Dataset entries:
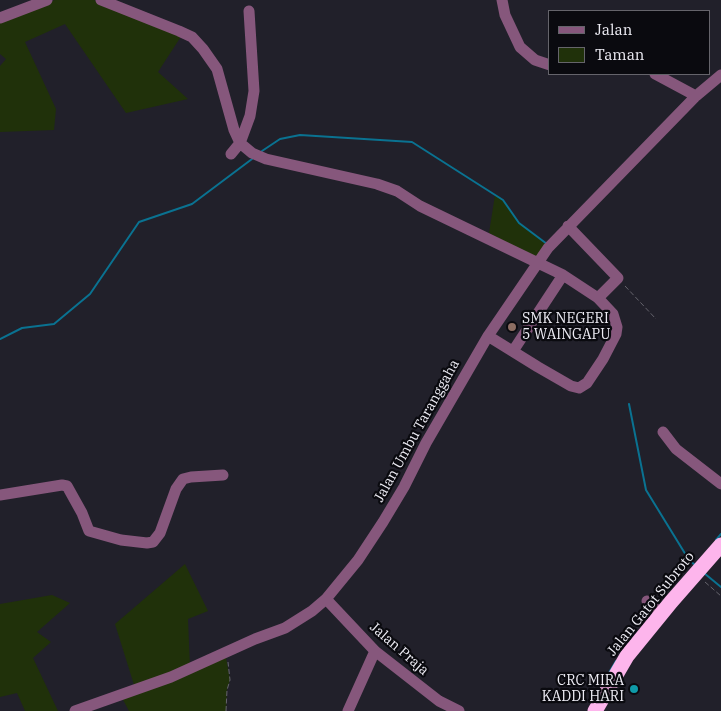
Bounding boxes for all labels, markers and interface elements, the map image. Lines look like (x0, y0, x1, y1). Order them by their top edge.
legend (548, 10, 711, 75)
text: Jalan (595, 20, 632, 39)
text: Taman (595, 45, 644, 64)
place label: SMK NEGERI 5 WAINGAPU (522, 311, 611, 344)
marker: SMK NEGERI 5 WAINGAPU (506, 321, 518, 333)
street label: Jalan Umbu Taranggaha (371, 357, 463, 505)
street label: Jalan Gatot Subroto (604, 549, 698, 659)
street label: Jalan Praja (366, 619, 432, 679)
place label: CRC MIRA KADDI HARI (542, 673, 624, 706)
marker: CRC MIRA KADDI HARI (628, 683, 640, 695)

[YOUR GOAL]: Could the data above be reproduced exactly, with the pictures left out?

[REPLY]:
Bounding boxes for all labels, markers and interface elements, the map image. Lines look like (x0, y0, x1, y1). Order them by their top edge.
legend (548, 10, 711, 75)
text: Jalan (595, 20, 632, 39)
text: Taman (595, 45, 644, 64)
place label: SMK NEGERI 5 WAINGAPU (522, 311, 611, 344)
marker: SMK NEGERI 5 WAINGAPU (506, 321, 518, 333)
street label: Jalan Umbu Taranggaha (371, 357, 463, 505)
street label: Jalan Gatot Subroto (604, 549, 698, 659)
street label: Jalan Praja (366, 619, 432, 679)
place label: CRC MIRA KADDI HARI (542, 673, 624, 706)
marker: CRC MIRA KADDI HARI (628, 683, 640, 695)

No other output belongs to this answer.